Agent skill extraction can dead-letter when SkillClusterUpdated fires before agent_case is visible in LanceDB

## Summary

`extract_agent_skill` can enter `dead_letter` when `SkillClusterUpdated` is emitted before the newly written `agent_case` is visible through LanceDB.

In an isolated Linux/Docker run with a synthetic agent trajectory, EverOS successfully generated and indexed an `agent_case`, but the downstream `extract_agent_skill` strategy retried too early and exhausted its retries with `_CaseNotYetIndexedError`.

## Why this matters

Agent memory is one of EverOS's differentiating capabilities. In this case:

- `extract_agent_case` succeeded.
- `trigger_skill_clustering` succeeded.
- `agent_case` Markdown existed.
- `agent_case` was later visible in LanceDB.
- `/search` could retrieve the `agent_case`.
- But `extract_agent_skill` still ended in `dead_letter` because it checked LanceDB before the case was visible.

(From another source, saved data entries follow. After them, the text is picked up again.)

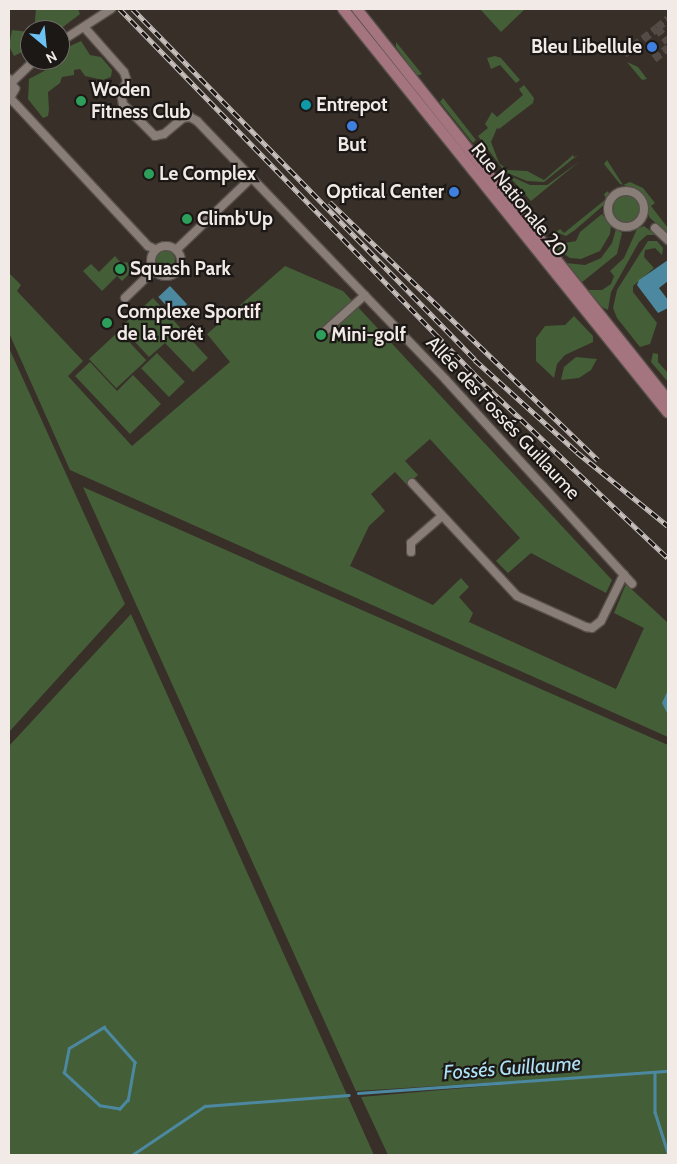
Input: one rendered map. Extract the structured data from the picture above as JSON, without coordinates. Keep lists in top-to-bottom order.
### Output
{
  "streets": {
    "main road": ["Rue Nationale 20"],
    "street": ["Allée des Fossés Guillaume"]
  },
  "water": ["Fossés Guillaume"],
  "places": [
    "Bleu Libellule",
    "Woden Fitness Club",
    "Entrepot",
    "But",
    "Le Complex",
    "Optical Center",
    "Climb'Up",
    "Squash Park",
    "Complexe Sportif de la Forêt",
    "Mini-golf"
  ],
  "north": "bottom right"
}
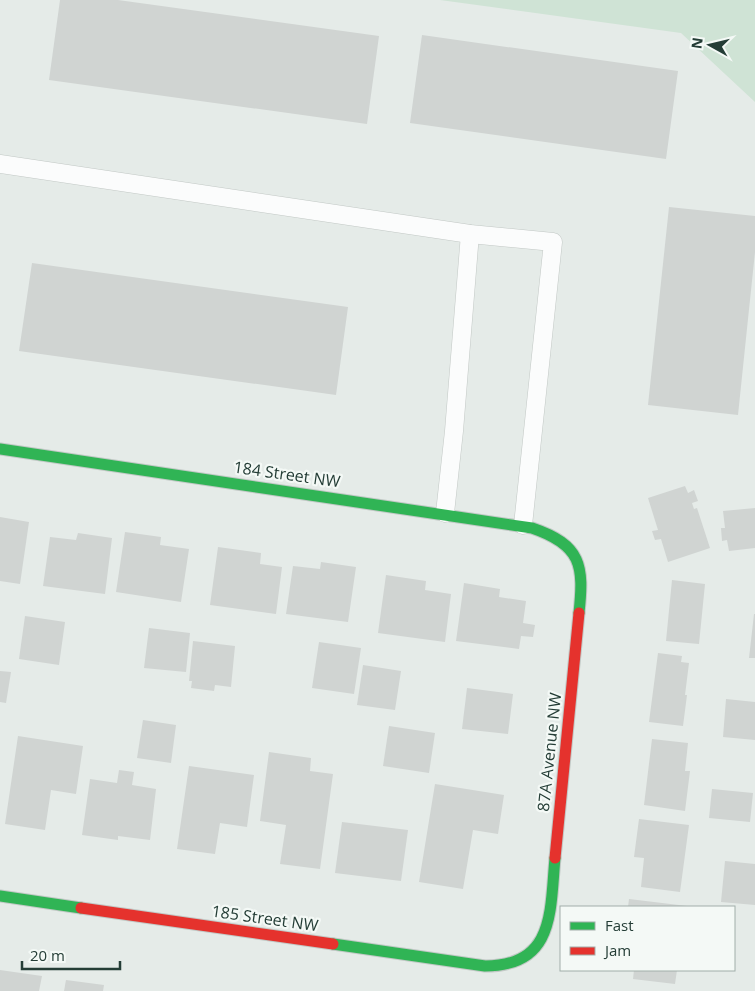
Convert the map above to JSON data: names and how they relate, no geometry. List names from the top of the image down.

That means the case-to-skill chain can fail even though the case itself is valid and eventually searchable.

## Reproduction shape

Synthetic agent trajectory:

1. User reports a focused test failure.
2. Assistant/agent runs a focused test.
3. Tool returns a trace.
4. Assistant identifies root cause.
5. Assistant patches the minimal code path.
6. Tool reports focused test pass.
7. Assistant runs the broader test module.
8. Assistant summarizes the reusable debugging lesson.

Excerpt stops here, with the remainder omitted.